2 teaspoons active dry yeast
2 cups warm water
5 cups unbleached all-purpose flour
2 ½ teaspoons salt
1.In the bowl of a standing mixer or a large bowl, dissolve the yeast in the water. Let sit for 2 to 3 minutes, until the yeast is beginning to get creamy. Add 2 cups of the flour and stir 100 times in the same direction to combine. Cover with plastic and set in a warm spot to rise for 1 hour.
 2. If making the dough in a standing mixer: Combine the remaining flour and the salt and add to the yeast mixture all at once. Mix together using the paddle, then change to the dough hook. Knead at low speed for 2 minutes, then turn up to medium speed and knead until the dough comes cleanly away from the sides of the bowl, clusters around the dough hook, and slaps against the sides of the bowl, about 8 minutes. Add flour as needed. Hold on to the machine if it bounces around. Turn out onto a clean work surface and knead by hand for 2 to 3 minutes longer. The dough should be sticky.
If making the dough by hand: Stir the salt into the dough. Fold in the flour a cup at a time, using a large wooden spoon.

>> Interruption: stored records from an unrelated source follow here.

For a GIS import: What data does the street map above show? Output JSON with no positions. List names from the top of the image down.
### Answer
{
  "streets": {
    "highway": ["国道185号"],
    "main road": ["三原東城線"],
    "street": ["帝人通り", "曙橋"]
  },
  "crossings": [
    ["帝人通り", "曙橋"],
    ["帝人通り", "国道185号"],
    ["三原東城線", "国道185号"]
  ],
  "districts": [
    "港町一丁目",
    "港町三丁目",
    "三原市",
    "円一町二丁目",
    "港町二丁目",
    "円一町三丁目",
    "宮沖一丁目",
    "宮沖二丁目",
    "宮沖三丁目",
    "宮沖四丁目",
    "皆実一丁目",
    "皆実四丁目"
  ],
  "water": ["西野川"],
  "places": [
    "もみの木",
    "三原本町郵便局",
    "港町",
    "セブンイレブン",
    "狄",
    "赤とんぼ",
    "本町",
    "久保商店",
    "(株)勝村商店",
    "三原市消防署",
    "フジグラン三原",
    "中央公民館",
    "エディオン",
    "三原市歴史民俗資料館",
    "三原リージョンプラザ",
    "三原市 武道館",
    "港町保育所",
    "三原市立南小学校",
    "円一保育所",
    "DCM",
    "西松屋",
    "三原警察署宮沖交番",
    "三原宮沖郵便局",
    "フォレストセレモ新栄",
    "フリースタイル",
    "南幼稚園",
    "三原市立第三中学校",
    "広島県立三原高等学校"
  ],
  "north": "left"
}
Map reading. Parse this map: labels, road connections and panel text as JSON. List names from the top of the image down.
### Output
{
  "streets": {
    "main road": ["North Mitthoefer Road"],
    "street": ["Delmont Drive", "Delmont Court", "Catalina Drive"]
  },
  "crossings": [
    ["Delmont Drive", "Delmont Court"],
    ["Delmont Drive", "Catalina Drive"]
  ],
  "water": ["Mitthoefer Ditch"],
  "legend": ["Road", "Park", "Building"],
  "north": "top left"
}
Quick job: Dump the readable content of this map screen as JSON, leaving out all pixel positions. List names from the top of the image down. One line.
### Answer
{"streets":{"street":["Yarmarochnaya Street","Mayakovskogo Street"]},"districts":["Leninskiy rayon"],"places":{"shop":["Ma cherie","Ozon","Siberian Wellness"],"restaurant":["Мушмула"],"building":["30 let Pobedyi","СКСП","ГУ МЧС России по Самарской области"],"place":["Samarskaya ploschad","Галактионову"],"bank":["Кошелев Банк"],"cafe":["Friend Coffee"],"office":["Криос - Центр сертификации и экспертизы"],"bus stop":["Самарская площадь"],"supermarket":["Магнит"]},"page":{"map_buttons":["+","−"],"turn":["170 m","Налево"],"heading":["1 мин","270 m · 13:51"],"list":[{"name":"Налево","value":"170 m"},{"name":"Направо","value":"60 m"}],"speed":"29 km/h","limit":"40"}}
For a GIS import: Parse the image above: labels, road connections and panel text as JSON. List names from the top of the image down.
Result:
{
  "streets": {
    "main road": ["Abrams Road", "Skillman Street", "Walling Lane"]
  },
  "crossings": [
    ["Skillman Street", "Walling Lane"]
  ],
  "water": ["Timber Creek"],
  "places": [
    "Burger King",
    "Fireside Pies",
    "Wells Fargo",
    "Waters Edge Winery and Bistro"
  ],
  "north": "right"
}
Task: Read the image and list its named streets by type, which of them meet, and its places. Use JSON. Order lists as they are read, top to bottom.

As soon as you can scrape the dough out in one piece, scrape out onto a lightly floured work surface, and knead for 10 minutes, adding flour as necessary, until the dough is elastic. It should be sticky.
3.Transfer the dough to a clean, lightly oiled bowl, rounded side down, then turn so the rounded side is up. Cover the bowl tightly with plastic wrap and leave it in a warm spor to rise until doubled, about 1 ½ hours.
4.Punch down the dough and let rise again until doubled, about 45 minutes.
5.Line 2 baking sheets with parchment and lightly oil the parchment. Divide the dough into 4 equal balls. Roll or press out to a 1-inch thickness, and place 2 on each baking sheet. Cover with lightly oiled plastic and damp kitchen towel and let rise in a warm spot for 30 minutes while you heat the oven.
6.Place a baking stone on the center rack and heat the oven to 450*F. Bake the breads for 20 to 25 minutes, until puffed and light brown. Cool on a rack.

Advance preparation: Follow the recipe through Step 3. Then punch down the dough, form into a ball, oil the ball lightly with olive oil, and place in a plastic freezer bag. Refrigerate for up to 1 week.